[Collected data]
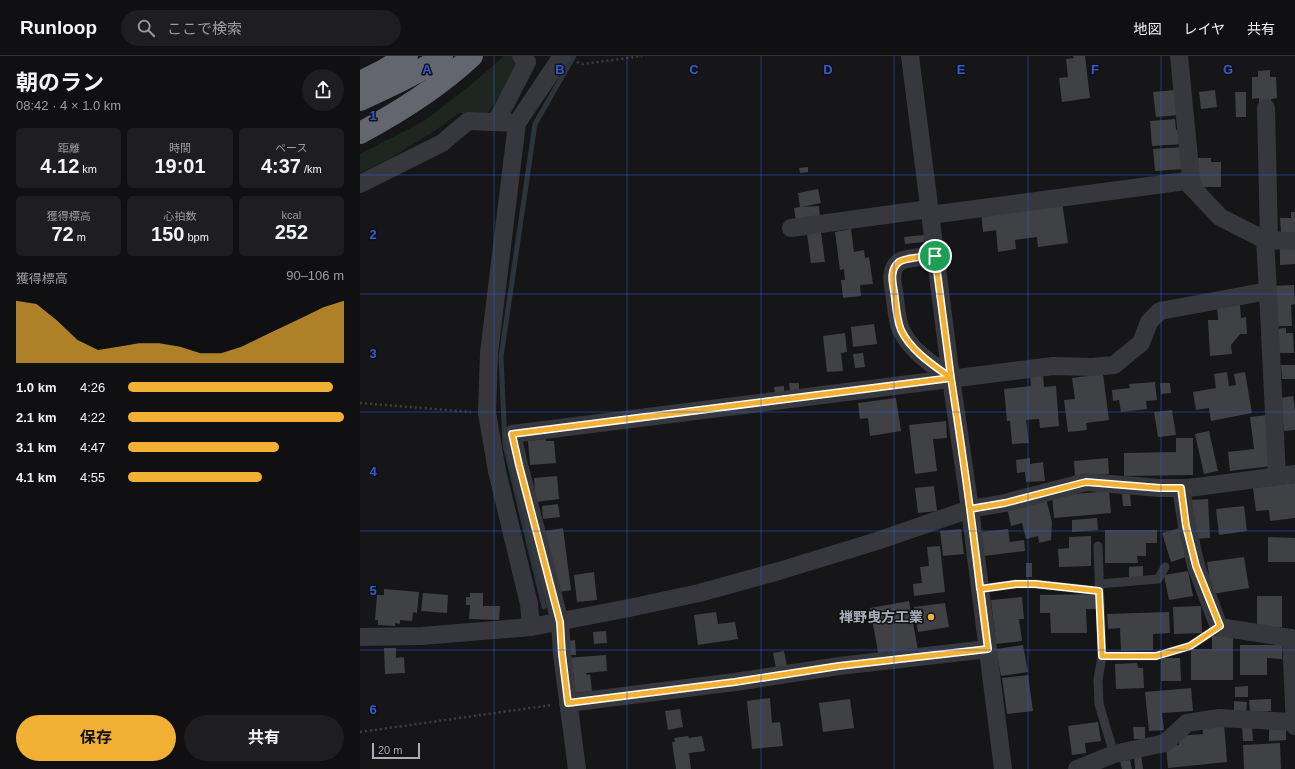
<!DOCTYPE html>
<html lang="ja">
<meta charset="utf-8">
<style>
:root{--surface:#101012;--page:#1e1e20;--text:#f1f3f6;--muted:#9c9d9f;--line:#303032;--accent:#f2b134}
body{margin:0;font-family:Helvetica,"Noto Sans JP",sans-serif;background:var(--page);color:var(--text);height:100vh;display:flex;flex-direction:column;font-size:15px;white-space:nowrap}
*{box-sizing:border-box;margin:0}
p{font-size:13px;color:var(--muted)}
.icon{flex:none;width:22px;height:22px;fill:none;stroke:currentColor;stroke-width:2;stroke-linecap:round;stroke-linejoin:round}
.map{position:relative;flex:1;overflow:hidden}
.panel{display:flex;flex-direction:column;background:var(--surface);width:360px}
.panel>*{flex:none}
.scale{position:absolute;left:12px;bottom:10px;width:48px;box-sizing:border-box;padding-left:4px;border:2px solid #a8adb8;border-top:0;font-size:11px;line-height:14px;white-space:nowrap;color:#a8adb8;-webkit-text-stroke:3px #111113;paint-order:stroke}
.pin{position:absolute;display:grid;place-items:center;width:34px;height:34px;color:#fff;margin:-17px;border:2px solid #fff;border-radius:50%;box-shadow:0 1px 4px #0007}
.round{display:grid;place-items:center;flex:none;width:42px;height:42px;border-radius:21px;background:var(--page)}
.overview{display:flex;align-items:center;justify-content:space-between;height:68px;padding:0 16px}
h1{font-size:22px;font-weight:700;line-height:30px}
.figures{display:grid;grid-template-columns:repeat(3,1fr);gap:6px;height:68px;padding:4px 16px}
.figures div{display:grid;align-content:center;border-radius:6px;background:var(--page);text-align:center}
.figures b{font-size:20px;font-weight:700}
.figures small{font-size:11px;font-weight:400}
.figures p{font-size:11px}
.chart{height:112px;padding:8px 16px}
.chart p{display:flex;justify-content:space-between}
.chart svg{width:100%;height:72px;margin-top:4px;fill:var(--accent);opacity:.7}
.primary-button{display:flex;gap:8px;margin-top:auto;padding:8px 16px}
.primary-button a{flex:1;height:46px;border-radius:24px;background:var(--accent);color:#111;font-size:16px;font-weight:700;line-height:46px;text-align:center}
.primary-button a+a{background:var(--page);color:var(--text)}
ul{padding:0 16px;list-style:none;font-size:13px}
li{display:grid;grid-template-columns:64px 48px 1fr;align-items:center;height:30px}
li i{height:10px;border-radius:5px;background:var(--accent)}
header{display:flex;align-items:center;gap:24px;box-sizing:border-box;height:56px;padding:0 20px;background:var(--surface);border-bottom:1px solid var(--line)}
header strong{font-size:19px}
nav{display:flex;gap:22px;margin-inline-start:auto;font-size:14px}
.search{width:280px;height:36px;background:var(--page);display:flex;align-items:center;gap:10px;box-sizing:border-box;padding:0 14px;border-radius:22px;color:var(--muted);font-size:15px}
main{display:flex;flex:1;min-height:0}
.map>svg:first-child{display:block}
</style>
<header>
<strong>Runloop</strong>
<div class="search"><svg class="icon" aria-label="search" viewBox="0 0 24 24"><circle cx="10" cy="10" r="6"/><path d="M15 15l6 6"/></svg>ここで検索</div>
<nav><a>地図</a><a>レイヤ</a><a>共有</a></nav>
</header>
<main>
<section class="panel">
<div class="overview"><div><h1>朝のラン</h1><p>08:42 · 4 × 1.0 km</p></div><a class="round"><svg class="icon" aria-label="share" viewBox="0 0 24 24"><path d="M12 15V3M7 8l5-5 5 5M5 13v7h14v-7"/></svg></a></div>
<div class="figures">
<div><p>距離</p><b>4.12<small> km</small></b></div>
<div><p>時間</p><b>19:01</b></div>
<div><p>ペース</p><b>4:37<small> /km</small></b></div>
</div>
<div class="figures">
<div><p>獲得標高</p><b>72<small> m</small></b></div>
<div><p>心拍数</p><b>150<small> bpm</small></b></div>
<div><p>kcal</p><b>252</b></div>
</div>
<div class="chart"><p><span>獲得標高</span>90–106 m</p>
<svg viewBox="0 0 160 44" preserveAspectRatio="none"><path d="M0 44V6L10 8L20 18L30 30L40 36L50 34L60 32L70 32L80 34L90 38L100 38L110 34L120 28L130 22L140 16L150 10L160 6V44z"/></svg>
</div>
<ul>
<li><b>1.0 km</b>4:26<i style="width:95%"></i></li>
<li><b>2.1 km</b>4:22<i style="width:100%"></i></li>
<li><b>3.1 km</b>4:47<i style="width:70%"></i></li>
<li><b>4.1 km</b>4:55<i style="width:62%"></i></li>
</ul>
<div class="primary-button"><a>保存</a><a>共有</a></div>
</section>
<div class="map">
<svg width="935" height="713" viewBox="0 0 935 713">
<rect width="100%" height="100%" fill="#161618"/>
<path fill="#1e261f" d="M144,0H153L160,9L128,57H99L76,74L31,102L0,117V98L64,65L112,28Z"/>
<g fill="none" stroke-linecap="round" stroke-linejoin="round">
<path stroke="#2c353c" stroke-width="5" d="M184,551L145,389L141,301L175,68L214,0"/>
</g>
<g fill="#404145">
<path d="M713,0H725L730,42L702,46L699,22L708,21L706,3L714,2Z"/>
<path d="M910,14V21H916L917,42L911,43V49H899V42L892,43V21H898V15Z"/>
<path d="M816,34L819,59L796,61L793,36Z"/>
<path d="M855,34L857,51L841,53L839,36Z"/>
<path d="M875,36H886V61H876Z"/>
<path d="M815,63L816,74H822L823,88L792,90L790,65Z"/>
<path d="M824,91L825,113L795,115L793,93Z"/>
<path d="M837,102H851V106H861V131H838Z"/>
<path d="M448,111V116L440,117L439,112Z"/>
<path d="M458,133L461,147L442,151L459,150L460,163L436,165L434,152L440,151L438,137Z"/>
<path d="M702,146L708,187L678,191L677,181L655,184L656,193L638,196L636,174L623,176L621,156Z"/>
<path d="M931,156H935V177H921L920,162H931Z"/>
<path d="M491,173L494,196L504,194L505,202L509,201L513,228L500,229L501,240L483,242L481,224H485L484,213L480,214L475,176Z"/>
<path d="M461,176L465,206L451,207L447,178Z"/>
<path d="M564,179V186L545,188L544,181Z"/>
<path d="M920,186L935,190V208L920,209Z"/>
<path d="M934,229L935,248L931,249L932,270H912L911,230Z"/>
<path d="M880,249L881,262L886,261L887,278H880L871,289L872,298L850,300L848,264H858L857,250Z"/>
<path d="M514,268L517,288L493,291L491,271Z"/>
<path d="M926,272V277H933L934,297H915L914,273Z"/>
<path d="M485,277L487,296L481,297L483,315L467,316L463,280Z"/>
<path d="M503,297L505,311L495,312L493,298Z"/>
<path d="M921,309H935V323H922Z"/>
<path d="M867,316L869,330L876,329L874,318L885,316L892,357L851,365L849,352L836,354L833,336L856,332L854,318Z"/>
<path d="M683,318L684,331L696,330L699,370L680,372L679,363L666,364L669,387L652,388L650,365H647L644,333L671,330L670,319Z"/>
<path d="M743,318L749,364L726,367L727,374L708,376L704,344L715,343L712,322Z"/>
<path d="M795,326L797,344L786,345L787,353L761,356L759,344L753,345L752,334L770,332L769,328Z"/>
<path d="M429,327H439V334L430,335Z"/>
<path d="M800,327H810L811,337L801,338Z"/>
<path d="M424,330V336L415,337L414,331Z"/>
<path d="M933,340L935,354V374L924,375L920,342Z"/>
<path d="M536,342L541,375L510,380L508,362L500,363L498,347Z"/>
<path d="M812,354L816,379L798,381L794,356Z"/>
<path d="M907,359L913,410L870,415L868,396L894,393L890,361Z"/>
<path d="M586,365L587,382L573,383L577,415L555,418L549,369Z"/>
<path d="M849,375L858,415L844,418L835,378Z"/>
<path d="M816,382H833V419L764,420V397L816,396Z"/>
<path d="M186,383V385H194L196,407L170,409L168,385Z"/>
<path d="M670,402V408L683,406L685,425L666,426L665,416L657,417L656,404Z"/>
<path d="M748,402L749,418L715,420L714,405Z"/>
<path d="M197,420L199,443L176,446L174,422Z"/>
<path d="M935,427V462L910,465L909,454L896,455L893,432Z"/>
<path d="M574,430L577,455L558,457L555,432Z"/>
<path d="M749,435L751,457L694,462L692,440Z"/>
<path d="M770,436L771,450H763L762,437Z"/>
<path d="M686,442L692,466L691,484L679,487L678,480L666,483L662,467L651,470L647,451Z"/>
<path d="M848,443L850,482L832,483L830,444Z"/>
<path d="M198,448L200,461L183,463L182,450Z"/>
<path d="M884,450L887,475L859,479L856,453Z"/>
<path d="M737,462L738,474L712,476V464Z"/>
<path d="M203,472L211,534L194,537L185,475Z"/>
<path d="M820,472L829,500L811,506L802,477Z"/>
<path d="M601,473L604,498L583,500L580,475Z"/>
<path d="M648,473L650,486L664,484L665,495L624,500L621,476Z"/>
<path d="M745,474H797V487H786V500H777L778,507H745Z"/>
<path d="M731,480V510L699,511L698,493L709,492V481Z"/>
<path d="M908,481L935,482V506H908Z"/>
<path d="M580,490L585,536L554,540L553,528L562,527L560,511L569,510L567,491Z"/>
<path d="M884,501L889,532L852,538L847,506Z"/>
<rect x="666" y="507" width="6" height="14"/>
<path d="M783,510V521L769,522V511Z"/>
<path d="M828,515L833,540L809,544L804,519Z"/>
<path d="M234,516L237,544L217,546L214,519Z"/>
<path d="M24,533L59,536L57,557L53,556L52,565L40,564V568L35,567V570L18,569V564H15L17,539H24Z"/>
<path d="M63,537L88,539L87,557L61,555Z"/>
<path d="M110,537H123V550H140L139,564L109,563L110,549H106V541H110Z"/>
<path d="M736,538V553H726L727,577H691L690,557H680V539Z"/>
<rect x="897" y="540" width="25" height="31"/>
<path d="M662,541L664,563H659L662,585L636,588L631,544Z"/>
<path d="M549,545L558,594L519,601L510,552Z"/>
<path d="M585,547L589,571L558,576L554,551Z"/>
<path d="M841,550L842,577L814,578L813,551Z"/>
<path d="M356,556L358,568L375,566L378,583L338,589L334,559Z"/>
<path d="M809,556L810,577L793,578V594L761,595L760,572L748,573L747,558Z"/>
<path d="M246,575L247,587L234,588L233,576Z"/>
<path d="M852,580H873V624H831V593H852Z"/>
<path d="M215,584L216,599H209L208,585Z"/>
<path d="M663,589L668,616L641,620L636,593Z"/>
<path d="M880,589H922V603L907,602V619H880Z"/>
<path d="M24,592H36V602L44,601L45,617L25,618Z"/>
<path d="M424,595L427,610L416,612L413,597Z"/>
<path d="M246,599L247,615L226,617L227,619L230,618L232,635L213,637L206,602Z"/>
<path d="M801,602H820L821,625H801Z"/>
<path d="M777,607L778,612H783L784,632L756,633L755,608Z"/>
<path d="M668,619L673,655L647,658L642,622Z"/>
<path d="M888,630V641H875V631Z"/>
<path d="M831,632L833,655L802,657L804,674L789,675L785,636Z"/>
<path d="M410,642L412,667L420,666L423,690L392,693L387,645Z"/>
<path d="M490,643L494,672L463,676L459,647Z"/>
<path d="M911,643V655L890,656L889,644Z"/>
<path d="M874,645L887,646L886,657H874Z"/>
<path d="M320,653L323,671L308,674L305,655Z"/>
<path d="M738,666L741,685L725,687L726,697L712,699L708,670Z"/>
<path d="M864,667L867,706L808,712L806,690L819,689L818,680L843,678L842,669Z"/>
<path d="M892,669L893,685H883L882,670Z"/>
<path d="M926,670V684L909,685V671Z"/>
<path d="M773,671H785V683H774Z"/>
<path d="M328,680L329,682L342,680L345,695L329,697L331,713H316L312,686H315L314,682Z"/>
<path d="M920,687L921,713H884L883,689Z"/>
<path d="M781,698L783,713H775L774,699Z"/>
<path d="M770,704L772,713H762L760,705Z"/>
</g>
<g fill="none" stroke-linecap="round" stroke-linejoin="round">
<g stroke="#3d3f44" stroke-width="2.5" stroke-dasharray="2 3" stroke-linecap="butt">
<path d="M217,6L223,8L282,0"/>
<path d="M0,347L111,356"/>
<path d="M0,676L192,649"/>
</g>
<g stroke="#37383d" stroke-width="9">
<path d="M738,490L742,600"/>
<path d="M739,528L798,523L805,511"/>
<path d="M620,533L656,528H675L739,535"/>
<path d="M754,698L739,648L738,624L742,600H796L830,590L859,571"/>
</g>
<g stroke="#37383d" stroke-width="18">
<path d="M550,0L591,322L610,453L643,713"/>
<path d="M819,0L832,132"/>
<path d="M906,52L909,184"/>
<path d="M136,66L167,6L161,0"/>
<path d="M0,128L82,87L108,65L157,67"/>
<path d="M570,159L826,125L860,161L905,184"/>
<path d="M431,172L569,153"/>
<path d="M575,200C566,201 547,201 539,206C530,213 532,225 534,235C536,247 536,262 541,274C551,295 573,309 591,322"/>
<path d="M908,235L917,420"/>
<path d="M821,432L827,470L836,510L859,571L931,582L935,670"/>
<path d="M171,571L169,548L137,415L127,357L129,297L157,67L202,0"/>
<path d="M0,581L62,580L171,571L269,552L339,537L419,515L517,485L610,453L645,447L726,426L800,432H829L935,418"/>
<path d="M208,647L375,626L479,610L628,593"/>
<path d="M217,713L202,598L200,566L159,409L152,378L693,310L732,311L754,309L781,287L789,266L800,255L908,235L905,184L935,185"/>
<path d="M717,713L754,698L805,687L827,667L859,662L934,666"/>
</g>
<g stroke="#63666e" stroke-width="22">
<path d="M0,26L24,14L47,0"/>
<path d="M0,44C26,32 60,17 82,0"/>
<path d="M0,77C41,55 79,31 112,0"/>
</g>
</g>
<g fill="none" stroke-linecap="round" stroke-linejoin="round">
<defs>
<path id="route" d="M575,200L591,322L152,378L159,409L200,566L202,598L208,647L375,626L479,610L628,593C622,547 616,500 610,453L645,447L726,426L800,432H821L826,470L836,510L860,570L830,590L796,600H742L739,535L675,528H656L620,533C612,463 602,393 591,322C573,309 551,295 541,274C536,262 536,247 534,235C532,225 530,213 539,206C547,201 566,201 575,200"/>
</defs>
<use href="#route" stroke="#fff" stroke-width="8"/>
<use href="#route" stroke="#f2b134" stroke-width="5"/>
</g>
<path fill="none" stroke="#325cd3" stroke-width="1" stroke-opacity="0.55" d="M134,0V713M267,0V713M401,0V713M534,0V713M668,0V713M801,0V713M0,119H935M0,238H935M0,356H935M0,475H935M0,594H935"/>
<circle fill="#f2b134" stroke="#111113" stroke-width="1.5" cx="571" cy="561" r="4"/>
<g text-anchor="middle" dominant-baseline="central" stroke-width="3" stroke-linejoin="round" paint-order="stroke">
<g font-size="14" font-weight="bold" fill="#a8adb8" stroke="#111113" text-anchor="end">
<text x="563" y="561">禅野曳方工業</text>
</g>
</g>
<g font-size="13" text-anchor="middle" font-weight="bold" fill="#325cd3" stroke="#111113" stroke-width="3" stroke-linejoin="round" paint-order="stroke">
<text x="67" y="18">A</text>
<text x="200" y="18">B</text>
<text x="334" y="18">C</text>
<text x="468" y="18">D</text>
<text x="601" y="18">E</text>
<text x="735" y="18">F</text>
<text x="868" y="18">G</text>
<text x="13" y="64">1</text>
<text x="13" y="183">2</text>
<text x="13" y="302">3</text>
<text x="13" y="420">4</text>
<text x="13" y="539">5</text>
<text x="13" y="658">6</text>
</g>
</svg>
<div class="scale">20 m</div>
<div class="pin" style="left:575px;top:200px;background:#1e9e55"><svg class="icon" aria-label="arrive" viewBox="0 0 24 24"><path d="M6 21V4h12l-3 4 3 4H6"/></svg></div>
</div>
</main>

▶ What is expected: Give again, please, precisely the lines that begin the records and run through the line with "solid #fff;border-radius:50%;box-shadow:0 1px" in it, keeping both end lines and dropping any pictures.

▶ Worked solution:
<!DOCTYPE html>
<html lang="ja">
<meta charset="utf-8">
<style>
:root{--surface:#101012;--page:#1e1e20;--text:#f1f3f6;--muted:#9c9d9f;--line:#303032;--accent:#f2b134}
body{margin:0;font-family:Helvetica,"Noto Sans JP",sans-serif;background:var(--page);color:var(--text);height:100vh;display:flex;flex-direction:column;font-size:15px;white-space:nowrap}
*{box-sizing:border-box;margin:0}
p{font-size:13px;color:var(--muted)}
.icon{flex:none;width:22px;height:22px;fill:none;stroke:currentColor;stroke-width:2;stroke-linecap:round;stroke-linejoin:round}
.map{position:relative;flex:1;overflow:hidden}
.panel{display:flex;flex-direction:column;background:var(--surface);width:360px}
.panel>*{flex:none}
.scale{position:absolute;left:12px;bottom:10px;width:48px;box-sizing:border-box;padding-left:4px;border:2px solid #a8adb8;border-top:0;font-size:11px;line-height:14px;white-space:nowrap;color:#a8adb8;-webkit-text-stroke:3px #111113;paint-order:stroke}
.pin{position:absolute;display:grid;place-items:center;width:34px;height:34px;color:#fff;margin:-17px;border:2px solid #fff;border-radius:50%;box-shadow:0 1px 4px #0007}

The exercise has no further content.